*Prompt*:
Beginning with the first line below, please repeat the material exactly, ending with the line that includes "I need the bounding".

*Data listing*:

+++++

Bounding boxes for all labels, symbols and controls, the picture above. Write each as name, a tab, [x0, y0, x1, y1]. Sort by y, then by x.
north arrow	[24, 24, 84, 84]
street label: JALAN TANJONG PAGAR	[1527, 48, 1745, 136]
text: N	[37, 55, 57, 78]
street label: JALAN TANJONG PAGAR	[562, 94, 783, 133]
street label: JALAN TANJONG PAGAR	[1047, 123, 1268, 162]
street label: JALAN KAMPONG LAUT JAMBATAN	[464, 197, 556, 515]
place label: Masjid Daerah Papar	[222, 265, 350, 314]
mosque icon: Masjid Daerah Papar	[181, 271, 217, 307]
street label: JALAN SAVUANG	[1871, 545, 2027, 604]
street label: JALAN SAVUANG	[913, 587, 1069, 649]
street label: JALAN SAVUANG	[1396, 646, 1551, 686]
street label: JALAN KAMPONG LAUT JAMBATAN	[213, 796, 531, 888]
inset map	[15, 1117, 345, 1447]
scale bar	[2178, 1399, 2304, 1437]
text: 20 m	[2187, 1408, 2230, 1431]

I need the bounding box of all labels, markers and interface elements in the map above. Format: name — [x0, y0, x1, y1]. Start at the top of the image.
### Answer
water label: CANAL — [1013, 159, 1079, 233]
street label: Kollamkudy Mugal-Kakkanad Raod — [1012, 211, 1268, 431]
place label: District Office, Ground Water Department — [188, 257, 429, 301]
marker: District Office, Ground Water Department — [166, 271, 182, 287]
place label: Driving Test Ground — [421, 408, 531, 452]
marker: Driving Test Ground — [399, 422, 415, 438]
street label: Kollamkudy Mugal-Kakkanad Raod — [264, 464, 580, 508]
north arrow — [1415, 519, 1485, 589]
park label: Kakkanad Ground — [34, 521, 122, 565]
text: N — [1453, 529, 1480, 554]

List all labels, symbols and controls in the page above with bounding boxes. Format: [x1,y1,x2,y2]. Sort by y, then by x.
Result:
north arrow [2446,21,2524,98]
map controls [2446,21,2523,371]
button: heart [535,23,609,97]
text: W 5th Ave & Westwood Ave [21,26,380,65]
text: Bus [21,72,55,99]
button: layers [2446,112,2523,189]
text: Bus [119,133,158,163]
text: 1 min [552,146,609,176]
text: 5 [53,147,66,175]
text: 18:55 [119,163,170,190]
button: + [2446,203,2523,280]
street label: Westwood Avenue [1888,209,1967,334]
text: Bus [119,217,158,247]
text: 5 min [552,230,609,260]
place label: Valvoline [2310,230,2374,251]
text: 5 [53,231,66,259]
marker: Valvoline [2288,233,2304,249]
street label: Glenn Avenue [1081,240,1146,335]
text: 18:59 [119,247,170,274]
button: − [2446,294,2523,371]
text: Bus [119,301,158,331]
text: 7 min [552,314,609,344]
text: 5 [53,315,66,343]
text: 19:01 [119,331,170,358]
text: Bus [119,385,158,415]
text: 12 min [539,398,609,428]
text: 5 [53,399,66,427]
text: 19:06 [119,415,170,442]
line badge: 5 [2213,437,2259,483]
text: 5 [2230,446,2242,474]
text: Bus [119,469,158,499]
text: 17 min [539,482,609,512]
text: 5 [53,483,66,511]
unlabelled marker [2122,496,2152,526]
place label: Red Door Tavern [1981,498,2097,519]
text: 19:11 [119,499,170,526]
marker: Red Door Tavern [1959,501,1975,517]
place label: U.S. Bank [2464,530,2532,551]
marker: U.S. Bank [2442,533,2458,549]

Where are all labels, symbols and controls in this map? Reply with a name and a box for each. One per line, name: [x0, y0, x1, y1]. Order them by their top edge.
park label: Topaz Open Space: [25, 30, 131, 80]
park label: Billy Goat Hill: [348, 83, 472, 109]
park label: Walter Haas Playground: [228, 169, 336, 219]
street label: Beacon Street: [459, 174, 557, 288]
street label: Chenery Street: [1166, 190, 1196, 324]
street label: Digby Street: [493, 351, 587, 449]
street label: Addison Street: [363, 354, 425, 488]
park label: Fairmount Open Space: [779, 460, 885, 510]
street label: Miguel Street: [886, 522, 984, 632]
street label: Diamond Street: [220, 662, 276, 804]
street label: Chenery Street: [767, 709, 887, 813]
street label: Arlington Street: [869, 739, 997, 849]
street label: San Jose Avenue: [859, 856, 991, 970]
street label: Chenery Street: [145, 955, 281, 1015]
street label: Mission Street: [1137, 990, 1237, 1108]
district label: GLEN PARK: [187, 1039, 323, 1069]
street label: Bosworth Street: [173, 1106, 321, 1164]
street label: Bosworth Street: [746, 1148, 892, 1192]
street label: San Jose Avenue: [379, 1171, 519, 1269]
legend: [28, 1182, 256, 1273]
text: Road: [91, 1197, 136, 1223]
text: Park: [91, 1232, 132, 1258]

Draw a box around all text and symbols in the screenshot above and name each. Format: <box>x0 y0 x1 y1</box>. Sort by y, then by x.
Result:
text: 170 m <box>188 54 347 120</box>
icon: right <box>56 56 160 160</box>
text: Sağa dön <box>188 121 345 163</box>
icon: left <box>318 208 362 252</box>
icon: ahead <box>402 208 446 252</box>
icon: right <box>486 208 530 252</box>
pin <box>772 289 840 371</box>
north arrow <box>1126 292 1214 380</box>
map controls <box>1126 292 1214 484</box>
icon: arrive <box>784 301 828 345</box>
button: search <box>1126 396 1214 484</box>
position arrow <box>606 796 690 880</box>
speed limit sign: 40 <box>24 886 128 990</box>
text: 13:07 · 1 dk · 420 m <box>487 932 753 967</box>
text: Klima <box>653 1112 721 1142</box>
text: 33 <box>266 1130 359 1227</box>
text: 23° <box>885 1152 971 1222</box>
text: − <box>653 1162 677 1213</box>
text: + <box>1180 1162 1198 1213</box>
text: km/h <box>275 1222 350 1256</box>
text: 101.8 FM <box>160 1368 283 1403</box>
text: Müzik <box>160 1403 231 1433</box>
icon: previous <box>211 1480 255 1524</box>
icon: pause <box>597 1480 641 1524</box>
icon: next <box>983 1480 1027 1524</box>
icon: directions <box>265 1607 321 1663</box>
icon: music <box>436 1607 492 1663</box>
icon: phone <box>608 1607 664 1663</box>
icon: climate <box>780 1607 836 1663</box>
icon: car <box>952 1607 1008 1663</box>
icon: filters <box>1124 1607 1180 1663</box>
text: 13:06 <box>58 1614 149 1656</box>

+++++

*Response to the task*:
Bounding boxes for all labels, symbols and controls, the picture above. Write each as name, a tab, [x0, y0, x1, y1]. Sort by y, then by x.
north arrow	[24, 24, 84, 84]
street label: JALAN TANJONG PAGAR	[1527, 48, 1745, 136]
text: N	[37, 55, 57, 78]
street label: JALAN TANJONG PAGAR	[562, 94, 783, 133]
street label: JALAN TANJONG PAGAR	[1047, 123, 1268, 162]
street label: JALAN KAMPONG LAUT JAMBATAN	[464, 197, 556, 515]
place label: Masjid Daerah Papar	[222, 265, 350, 314]
mosque icon: Masjid Daerah Papar	[181, 271, 217, 307]
street label: JALAN SAVUANG	[1871, 545, 2027, 604]
street label: JALAN SAVUANG	[913, 587, 1069, 649]
street label: JALAN SAVUANG	[1396, 646, 1551, 686]
street label: JALAN KAMPONG LAUT JAMBATAN	[213, 796, 531, 888]
inset map	[15, 1117, 345, 1447]
scale bar	[2178, 1399, 2304, 1437]
text: 20 m	[2187, 1408, 2230, 1431]

I need the bounding box of all labels, markers and interface elements in the map above. Format: name — [x0, y0, x1, y1]. Start at the top of the image.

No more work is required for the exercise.